Son frère Peter essaye d’intervenir en récupérant le pistolet de la victime mais il n’a pas le temps d’agir ; il est tué par les feldgendarmes qui le prennent pour l’agresseur, tandis que la maison de ses parents est incendiée en représailles.

Séparé d’eux avant d’être recueilli par son oncle, il apprendra plus tard que son père et sa mère ont été exécutés comme otages…

Ainsi, malgré de bonnes études (il devient médecin) et un mariage satisfaisant, Anton ne cesse de revenir dans sa tête à ce qui s’est passé en 1945.

Nous le retrouvons en diverses périodes de sa vie (1952, 1956, 1966 et 1981) où, chaque fois, le souvenir de la disparition de son frère et de ses parents, ainsi que les circonstances brutales de leur mort, et de nombreuses interrogations sur l’attitude de ses voisins, reviennent à la surface et le hantent.

En fait, au fil des années qu’il évoque dans la vie d’Anton, Harry Mulisch se sert des événements politiques marquants du pays pour noter la progression de son parcours personnel qui ressemble de plus en plus à une enquête d’investigation.

1952 n’est qu’une de ses premières années de Médecine, mais 1956 symbolise d’importantes manifestations anti-communistes après l’insurrection de Budapest écrasée par les Soviétiques.
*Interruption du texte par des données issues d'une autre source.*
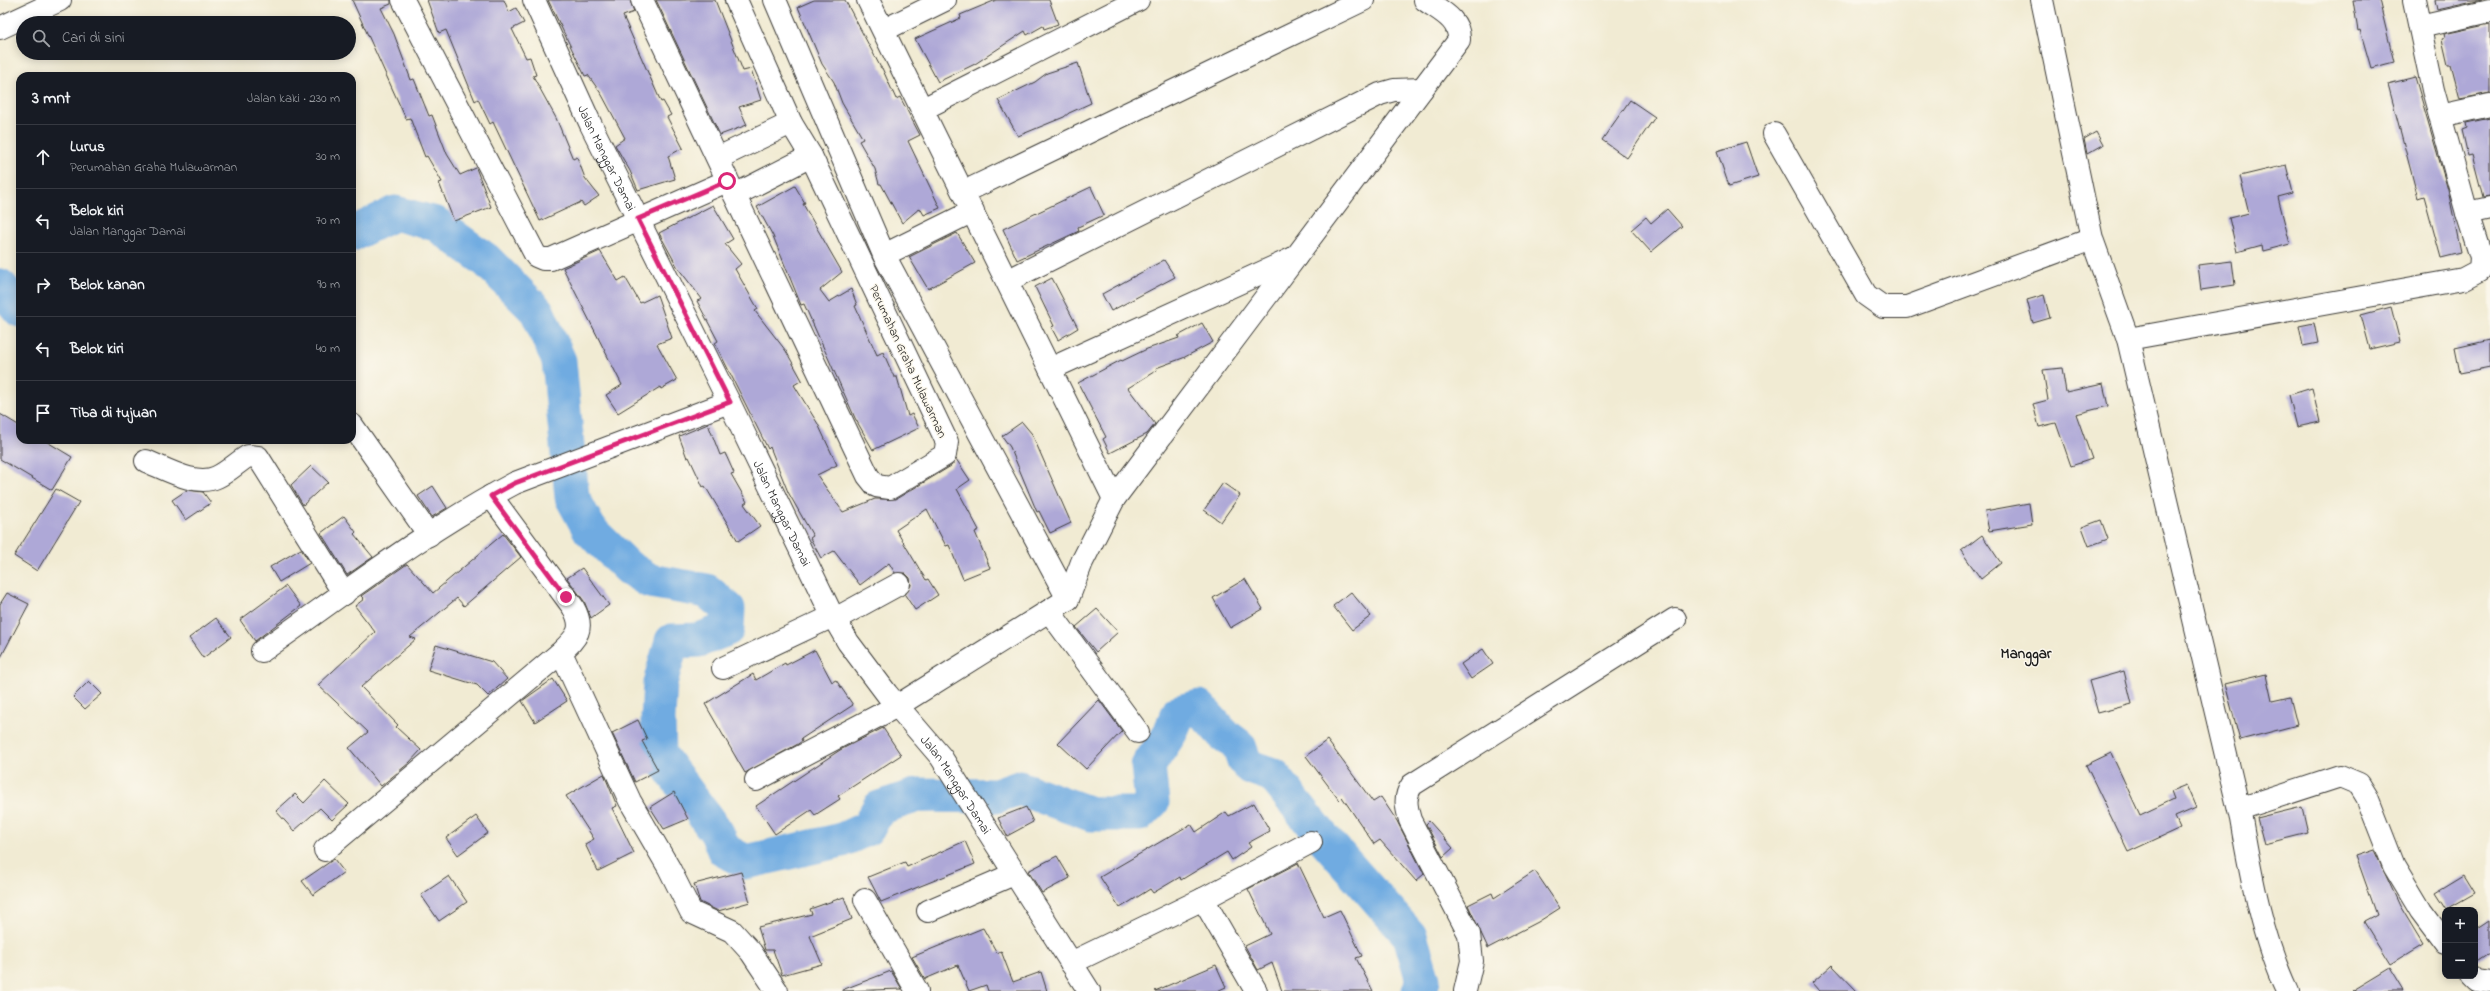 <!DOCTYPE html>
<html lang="id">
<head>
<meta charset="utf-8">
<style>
	body { margin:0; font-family:"Indie Flower",sans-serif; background:#242831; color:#f1f3f6 }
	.controls { position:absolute; right:12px; bottom:12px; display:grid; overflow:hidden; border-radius:8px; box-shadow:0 2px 10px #0003 }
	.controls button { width:36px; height:36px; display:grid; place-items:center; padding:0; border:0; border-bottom:1px solid #363941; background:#171b24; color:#f1f3f6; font:20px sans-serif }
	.stop { position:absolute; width:12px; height:12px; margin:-9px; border:3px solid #db2777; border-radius:50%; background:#fff }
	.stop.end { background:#db2777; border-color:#fff; box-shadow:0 1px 4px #0008 }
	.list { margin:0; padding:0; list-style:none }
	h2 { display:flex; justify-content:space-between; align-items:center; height:52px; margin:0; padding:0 16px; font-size:17px }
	h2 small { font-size:13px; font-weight:400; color:#9ea1a6 }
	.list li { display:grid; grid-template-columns:26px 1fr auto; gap:12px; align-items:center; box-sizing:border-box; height:64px; padding:0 16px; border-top:1px solid #363941 }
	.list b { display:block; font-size:15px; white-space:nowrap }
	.list p { margin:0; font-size:13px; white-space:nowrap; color:#9ea1a6 }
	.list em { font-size:13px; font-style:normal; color:#9ea1a6 }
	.icon { flex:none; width:22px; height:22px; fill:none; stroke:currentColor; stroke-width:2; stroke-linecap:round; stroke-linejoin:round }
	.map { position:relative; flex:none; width:2490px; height:991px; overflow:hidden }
	.search { position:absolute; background:#171b24; box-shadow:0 2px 10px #0003; left:16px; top:16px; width:340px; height:44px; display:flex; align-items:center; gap:10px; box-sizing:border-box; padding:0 14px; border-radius:22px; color:#9ea1a6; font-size:15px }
	.panel { position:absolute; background:#171b24; box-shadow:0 2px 10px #0003; left:16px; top:72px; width:340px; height:372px; border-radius:12px }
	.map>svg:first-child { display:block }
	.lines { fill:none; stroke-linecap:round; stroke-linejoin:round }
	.river { stroke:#70abe1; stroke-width:35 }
	.building { fill:#aea8d7 }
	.minor-casing { stroke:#3c3b37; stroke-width:24 }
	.minor { stroke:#fff; stroke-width:22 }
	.route { stroke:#db2777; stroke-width:5 }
	.labels { text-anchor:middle; stroke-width:3; stroke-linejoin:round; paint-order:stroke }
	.street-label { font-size:13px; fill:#1c1c1c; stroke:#fbf7ec }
	.quarter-label { font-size:15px; font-weight:bold; fill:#1c1c1c; stroke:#fbf7ec }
</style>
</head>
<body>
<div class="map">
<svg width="2490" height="991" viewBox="0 0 2490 991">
	<rect width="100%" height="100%" fill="#fbf7ec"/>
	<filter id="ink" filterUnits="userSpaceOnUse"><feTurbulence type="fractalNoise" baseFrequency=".025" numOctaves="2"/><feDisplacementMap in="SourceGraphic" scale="8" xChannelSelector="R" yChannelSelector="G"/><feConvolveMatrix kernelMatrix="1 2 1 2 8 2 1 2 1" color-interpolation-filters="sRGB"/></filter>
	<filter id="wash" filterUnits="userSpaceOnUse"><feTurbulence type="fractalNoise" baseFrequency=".012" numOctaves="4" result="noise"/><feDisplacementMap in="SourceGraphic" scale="16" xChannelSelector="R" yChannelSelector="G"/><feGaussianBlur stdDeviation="0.9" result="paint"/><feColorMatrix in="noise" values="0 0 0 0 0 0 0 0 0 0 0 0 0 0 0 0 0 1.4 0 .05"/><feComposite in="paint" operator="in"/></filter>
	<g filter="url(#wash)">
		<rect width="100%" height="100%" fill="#f1ebd3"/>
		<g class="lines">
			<path class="river" d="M 352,234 L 395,213 L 436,224 L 486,260 L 537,311 L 559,361 L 572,497 L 590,530 L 629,568 L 650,581 L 707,591 L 728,609 L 727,629 L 699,640 L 672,641 L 660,683 L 658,719 L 659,754 L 717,833 L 724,850 L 746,862 L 842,840 L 868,828 L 879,808 L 918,795 L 996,796 L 1019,788 L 1091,814 L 1140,814 L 1152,802 L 1148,766 L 1170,733 L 1179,712 L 1199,707 L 1223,734 L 1239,746 L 1244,760 L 1250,767 L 1273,775 L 1321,835 L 1410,936 L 1423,980 L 1419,991
				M 0,286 L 20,310"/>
		</g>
		<g id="blocks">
			<path class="building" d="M 352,0 L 391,0 L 391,4 L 381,8 L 394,34 L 411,80 L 414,79 L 429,116 L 432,115 L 447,154 L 460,175 L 476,168 L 491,207 L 454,221 L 439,183 L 442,182 L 427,156 L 425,157 L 410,118 L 406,119 Z
				M 427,0 L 504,0 L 509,12 L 516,8 L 524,23 L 512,29 L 526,58 L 530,57 L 536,75 L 533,76 L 556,118 L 573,159 L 577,157 L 585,178 L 599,196 L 584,206 L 581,202 L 540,221 L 493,122 L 490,124 L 478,99 L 475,101 L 446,30 L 439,33 Z
				M 548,0 L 630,0 L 634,12 L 623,16 L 661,102 L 663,101 L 671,115 L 667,117 L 683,148 L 668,156 L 675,179 L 638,190 L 630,171 L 615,145 L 625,138 L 602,95 L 588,75 L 585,76 Z
				M 656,0 L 715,0 L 743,71 L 751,69 L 761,100 L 739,107 L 747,125 L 720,135 Z
				M 814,0 L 845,0 L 881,68 L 882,68 L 896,99 L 900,97 L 920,135 L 908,141 L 940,208 L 924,215 L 920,208 L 902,223 L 881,184 L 879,184 L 875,169 L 859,141 L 863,139 L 842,103 L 834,82 L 822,64 L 798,7 Z
				M 996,0 L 1049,0 L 1058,24 L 1044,29 L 1043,26 L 1027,35 L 1025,31 L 975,64 L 938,82 L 915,39 L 961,18 L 960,15 Z
				M 2353,0 L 2379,0 L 2394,62 L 2371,68 L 2360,30 L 2358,31 Z
				M 2435,0 L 2482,0 L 2437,10 Z
				M 2490,24 L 2490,93 L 2460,99 L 2451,65 L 2448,65 L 2442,39 L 2445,38 L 2444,34 Z
				M 1078,63 L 1091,103 L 1069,113 L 1064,117 L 1018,136 L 998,100 L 1035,82 L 1047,73 Z
				M 2415,77 L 2448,190 L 2461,253 L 2441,258 L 2424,196 L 2418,198 L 2388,84 Z
				M 1630,100 L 1655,117 L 1627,158 L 1602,140 Z
				M 2490,118 L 2490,196 L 2483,197 L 2472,155 L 2468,156 L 2462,130 L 2467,128 L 2466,123 Z
				M 2096,132 L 2103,145 L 2087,154 L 2084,139 Z
				M 1746,142 L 1758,177 L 1729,186 L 1717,151 Z
				M 2286,165 L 2293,193 L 2278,197 L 2290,244 L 2263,251 L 2262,245 L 2237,252 L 2229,218 L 2249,213 L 2240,176 Z
				M 795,186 L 805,203 L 803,204 L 842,272 L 820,290 L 829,302 L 851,289 L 857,305 L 855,306 L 877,355 L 883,352 L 894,377 L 897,377 L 908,416 L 912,414 L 919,428 L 873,450 L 855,418 L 804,304 L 801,305 L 773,236 L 757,207 Z
				M 1091,187 L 1104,215 L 1078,227 L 1079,231 L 1017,260 L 1003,229 Z
				M 713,205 L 733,239 L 725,244 L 741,264 L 735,269 L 758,309 L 755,311 L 786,351 L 802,380 L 794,385 L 818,424 L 837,465 L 817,475 L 843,512 L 875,499 L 896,499 L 951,466 L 956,459 L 970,480 L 957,489 L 979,530 L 975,532 L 990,568 L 963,579 L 949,545 L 946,546 L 927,509 L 896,530 L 926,580 L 928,579 L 938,595 L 915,610 L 905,595 L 911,585 L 910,578 L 905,573 L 895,573 L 889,563 L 860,585 L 834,551 L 821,558 L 810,538 L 813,536 L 788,492 L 770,447 L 768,449 L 715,343 L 718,341 L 697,301 L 702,299 L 678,268 L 659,233 Z
				M 1667,209 L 1682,226 L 1651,252 L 1631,230 L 1646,217 L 1651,223 Z
				M 957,233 L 975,263 L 928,289 L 909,257 Z
				M 600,251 L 618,281 L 625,277 L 640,303 L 657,295 L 672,338 L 657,344 L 677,380 L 661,389 L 660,387 L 618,413 L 606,395 L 622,385 L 563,268 Z
				M 1164,260 L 1175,277 L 1111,311 L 1102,294 Z
				M 2232,261 L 2235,285 L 2201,290 L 2198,265 Z
				M 1052,278 L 1078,328 L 1058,340 L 1051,327 L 1054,326 L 1035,287 Z
				M 2044,295 L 2050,318 L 2033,323 L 2027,300 Z
				M 2391,307 L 2400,342 L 2370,349 L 2361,315 Z
				M 1202,323 L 1213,342 L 1183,358 L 1156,368 L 1157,370 L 1128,388 L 1155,424 L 1147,434 L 1110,453 L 1103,439 L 1106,437 L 1078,383 L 1121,360 L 1122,361 L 1147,349 L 1179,338 L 1178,336 Z
				M 2314,323 L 2318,343 L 2303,346 L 2299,326 Z
				M 2490,340 L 2490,367 L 2460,373 L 2455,348 Z
				M 2062,368 L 2066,392 L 2103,384 L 2108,406 L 2076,414 L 2092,459 L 2071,466 L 2056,423 L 2039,427 L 2033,404 L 2048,400 L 2043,370 Z
				M 2312,388 L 2320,422 L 2297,427 L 2289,395 Z
				M 0,414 L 20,426 L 20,440 L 44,440 L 72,457 L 52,490 L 0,459 Z
				M 1022,422 L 1032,434 L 1071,523 L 1050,533 L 1039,511 L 1037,512 L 1010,447 L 1002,436 Z
				M 708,424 L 720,455 L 725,453 L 734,473 L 731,474 L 747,502 L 744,504 L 760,526 L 738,541 L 705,486 L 703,487 L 689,457 L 687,458 L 679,436 Z
				M 311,466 L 328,482 L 303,505 L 291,485 Z
				M 1223,483 L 1240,495 L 1221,522 L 1204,510 Z
				M 433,486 L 447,508 L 432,517 L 418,496 Z
				M 56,489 L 79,502 L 37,571 L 14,556 Z
				M 187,490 L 203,492 L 211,503 L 186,520 L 172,500 Z
				M 2029,503 L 2032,524 L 1989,531 L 1985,511 Z
				M 344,516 L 356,532 L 354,534 L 373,557 L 347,575 L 321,533 Z
				M 2101,520 L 2108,539 L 2089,546 L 2082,527 Z
				M 503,534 L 521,557 L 464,606 L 457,598 L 410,637 L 416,639 L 361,687 L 398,725 L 396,727 L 421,750 L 409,763 L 381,786 L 349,748 L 368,732 L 318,685 L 375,632 L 355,606 L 364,599 L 361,596 L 407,564 L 433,593 Z
				M 1982,535 L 2001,563 L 1981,579 L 1961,551 Z
				M 301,549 L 310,563 L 279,582 L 270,567 Z
				M 582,568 L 609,605 L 591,618 L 584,601 L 567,578 Z
				M 1245,579 L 1263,609 L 1230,628 L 1213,598 Z
				M 286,586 L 301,606 L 255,641 L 240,620 Z
				M 1351,592 L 1371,616 L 1352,630 L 1333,606 Z
				M 7,593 L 29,604 L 0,659 L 0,604 Z
				M 1097,609 L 1118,632 L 1096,652 L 1076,627 Z
				M 216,618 L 231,637 L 203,658 L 189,638 Z
				M 436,645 L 492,662 L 507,679 L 488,696 L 477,685 L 428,670 Z
				M 1483,649 L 1493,664 L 1471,679 L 1461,664 Z
				M 815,650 L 832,682 L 836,680 L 853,705 L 801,739 L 802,741 L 798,744 L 745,773 L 705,704 L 753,674 L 756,680 L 785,663 L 786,665 Z
				M 2124,671 L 2132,704 L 2098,713 L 2089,681 Z
				M 2266,674 L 2272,701 L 2290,697 L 2297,725 L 2240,740 L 2225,684 Z
				M 553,679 L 567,701 L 535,722 L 522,701 Z
				M 89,681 L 102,694 L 85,709 L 73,697 Z
				M 1099,700 L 1122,731 L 1086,769 L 1058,743 Z
				M 638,720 L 647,739 L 642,741 L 658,770 L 635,782 L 612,733 Z
				M 883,728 L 901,755 L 838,796 L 840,799 L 815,815 L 811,810 L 775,834 L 756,806 L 840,750 Z
				M 1327,740 L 1373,802 L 1381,797 L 1397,821 L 1424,874 L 1416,881 L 1380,840 L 1374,844 L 1342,797 L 1339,800 L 1306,756 Z
				M 2111,753 L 2140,815 L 2174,799 L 2171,791 L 2186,785 L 2196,808 L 2175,817 L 2180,828 L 2128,852 L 2086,765 Z
				M 604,774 L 617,806 L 612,808 L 634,853 L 598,871 L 585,844 L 594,839 L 566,796 Z
				M 325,781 L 349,804 L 332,820 L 320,808 L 294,831 L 276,811 L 295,794 L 304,803 Z
				M 674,792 L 688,819 L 664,829 L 650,807 Z
				M 1254,803 L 1270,831 L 1248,843 L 1251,847 L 1232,860 L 1227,852 L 1181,880 L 1180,877 L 1153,893 L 1150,889 L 1120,908 L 1100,877 L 1191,824 L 1196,832 L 1226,812 L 1229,816 Z
				M 1026,807 L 1033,822 L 1007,836 L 998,818 Z
				M 2302,807 L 2308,833 L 2264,844 L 2257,818 Z
				M 476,816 L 488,833 L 458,855 L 446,838 Z
				M 1429,821 L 1453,848 L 1443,857 L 1426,824 Z
				M 965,841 L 975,864 L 881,902 L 868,877 L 905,862 L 907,867 Z
				M 2374,850 L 2400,906 L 2423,944 L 2390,964 L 2364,922 L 2377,915 L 2356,856 Z
				M 1057,856 L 1070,878 L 1042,893 L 1028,871 Z
				M 334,859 L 344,872 L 313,895 L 302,881 Z
				M 1298,863 L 1324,917 L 1340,910 L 1362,956 L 1356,958 L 1373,991 L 1282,991 L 1272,963 L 1258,970 L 1245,946 L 1270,934 L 1248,889 Z
				M 1535,871 L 1560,908 L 1538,922 L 1488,948 L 1468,905 L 1492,893 L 1494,898 Z
				M 741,872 L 750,902 L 718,911 L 700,902 L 694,884 Z
				M 2464,875 L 2475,893 L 2447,909 L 2436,892 Z
				M 449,876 L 467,902 L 439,921 L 421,895 Z
				M 844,897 L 852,919 L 810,936 L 822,964 L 782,975 L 773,950 L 765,950 L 758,927 L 812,914 L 810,909 Z
				M 2490,920 L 2490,952 L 2475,962 L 2475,930 Z
				M 983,928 L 997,953 L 1001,951 L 1013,982 L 1041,972 L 1047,991 L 988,991 L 986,985 L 969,991 L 958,965 L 925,979 L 912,957 Z
				M 1216,965 L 1226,987 L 1217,991 L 1155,991 Z
				M 1832,965 L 1857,991 L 1819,991 L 1812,983 Z
				M 2390,968 L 2404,991 L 2352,991 Z
				M 891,971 L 902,989 L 842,991 L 842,990 Z"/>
		</g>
	</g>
	<g filter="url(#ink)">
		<use href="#blocks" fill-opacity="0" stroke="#3c3b37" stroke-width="1"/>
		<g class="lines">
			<g class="minor-casing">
				<g id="minor">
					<path d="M 403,0 L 536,256 L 543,259 L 551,259 L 727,181"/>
					<path id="s1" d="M 534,0 L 591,125 L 729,402 L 830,611 L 848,642 L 887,694 L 941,757 L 1089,991"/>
					<path d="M 642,0 L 868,476 L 876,486 L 890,488 L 945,455 L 947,442 L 811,156 L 791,123 L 736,0"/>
					<path d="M 775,0 L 884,255 L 1068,599"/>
					<path d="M 868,0 L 1114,499"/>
					<path d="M 2042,0 L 2092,239 L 2128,339 L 2241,819 C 2251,877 2262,938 2287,991"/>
					<path d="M 2414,0 L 2433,90 L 2467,213 L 2490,208"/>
					<path d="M 2420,27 L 2490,11"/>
					<path d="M 0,28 L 60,0"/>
					<path d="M 884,30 L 945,0"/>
					<path d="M 923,109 L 1138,0"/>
					<path d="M 2440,116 L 2490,105"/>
					<path d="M 1774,134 L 1866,295 L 1883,307 L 1907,307 L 2092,239"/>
					<path d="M 718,158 L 791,123"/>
					<path d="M 964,192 L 1363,0"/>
					<path d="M 735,195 L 811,156"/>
					<path d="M 884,255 L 973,211"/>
					<path d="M 1007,281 L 1380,94 L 1394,90 L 1422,89"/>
					<path d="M 2128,339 L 2463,279 L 2480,270 L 2481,257 L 2467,213"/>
					<path d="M 1050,369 L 1296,257"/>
					<path d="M 352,425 L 429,535"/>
					<path d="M 146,461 C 166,469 196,487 217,477 C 228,472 238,462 248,456 L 258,457 L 344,594"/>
					<path d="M 1049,611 L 1138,732"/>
					<path d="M 835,619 L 899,584"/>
					<path d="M 262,651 C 345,593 426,530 515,483 L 729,402"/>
					<path d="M 559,654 L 565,661 L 630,801 L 669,868 L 691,912 L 732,931 L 751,952 L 777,991"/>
					<path d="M 723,668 L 833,616"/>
					<path d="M 756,780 L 897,706 L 1068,599 L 1082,562 L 1114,499 L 1459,40 C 1460,19 1440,11 1425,0"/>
					<path d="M 2239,809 L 2340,776 L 2359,784 L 2367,797 L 2394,866 L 2421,911 L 2445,943"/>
					<path d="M 325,850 L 559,654 C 576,638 586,630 573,607 L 491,496"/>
					<path d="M 1203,899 L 1256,991"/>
					<path d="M 865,900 L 917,991"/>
					<path d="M 928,911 L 1014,874"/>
					<path d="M 1071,963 L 1203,899 L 1311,842"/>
					<path d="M 2471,976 L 2476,981 L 2490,983"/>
					<path d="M 1465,991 L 1472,961 L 1469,934 L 1410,820 C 1406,806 1404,797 1412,785 L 1675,619"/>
				</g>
			</g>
			<use href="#minor" class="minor"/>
		</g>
	</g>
	<g class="lines" filter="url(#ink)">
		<path class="route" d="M 566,597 L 491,496 L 515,483 L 730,402 L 638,219 L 727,181"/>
	</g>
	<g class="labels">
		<g class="street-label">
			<text dy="5" stroke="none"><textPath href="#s1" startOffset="174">Jalan Manggar Damai</textPath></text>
			<text transform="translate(909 361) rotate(65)" y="5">Perumahan Graha Mulawarman</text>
			<text dy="5" stroke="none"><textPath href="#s1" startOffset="570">Jalan Manggar Damai</textPath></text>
			<text dy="5" stroke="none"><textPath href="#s1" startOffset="894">Jalan Manggar Damai</textPath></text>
		</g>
		<g class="quarter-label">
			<text x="2026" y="658">Manggar</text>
		</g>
	</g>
</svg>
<div class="controls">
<button>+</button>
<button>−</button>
</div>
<div class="stop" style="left:727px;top:181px"></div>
<div class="stop end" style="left:566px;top:597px"></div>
<div class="search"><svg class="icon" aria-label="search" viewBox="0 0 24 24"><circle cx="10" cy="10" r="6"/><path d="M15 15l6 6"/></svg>Cari di sini</div>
<section class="panel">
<h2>3 mnt<small>Jalan kaki · 230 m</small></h2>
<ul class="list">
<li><svg class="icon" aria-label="ahead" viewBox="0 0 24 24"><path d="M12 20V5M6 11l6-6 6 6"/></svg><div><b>Lurus</b><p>Perumahan Graha Mulawarman</p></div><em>30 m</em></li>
<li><svg class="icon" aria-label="left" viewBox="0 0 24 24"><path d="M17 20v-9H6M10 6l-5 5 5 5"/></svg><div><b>Belok kiri</b><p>Jalan Manggar Damai</p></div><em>70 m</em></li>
<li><svg class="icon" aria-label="right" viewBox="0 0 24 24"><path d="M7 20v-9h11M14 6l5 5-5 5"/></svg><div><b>Belok kanan</b></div><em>90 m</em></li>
<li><svg class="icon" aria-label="left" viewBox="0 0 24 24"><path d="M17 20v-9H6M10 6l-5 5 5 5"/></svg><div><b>Belok kiri</b></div><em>40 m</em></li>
<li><svg class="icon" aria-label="arrive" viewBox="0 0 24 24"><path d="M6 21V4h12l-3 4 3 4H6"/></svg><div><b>Tiba di tujuan</b></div></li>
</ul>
</section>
</div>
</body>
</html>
En 1966, Amsterdam connaît de violents affrontements liés au mouvement « provo » et 1981, qui termine le récit, nous plonge dans une monumentale mobilisation pacifique contre l’armement nucléaire…

Ces insertions démontrent sans aucun doute l’engagement politique de l’auteur qui, surtout, les enserrent dans une réflexion profonde sur comment l’actualité, l’histoire et ses ravages nous influencent et nous forment.

 

Michel Sender.

 

[*] L’Attentat (De Aanslag, 1982)  de Harry Mulisch, traduit du néerlandais par Philippe Noble [Calmann-Lévy, 1984], éditions Presses Pocket, Paris, septembre 1986 ; 224 pages.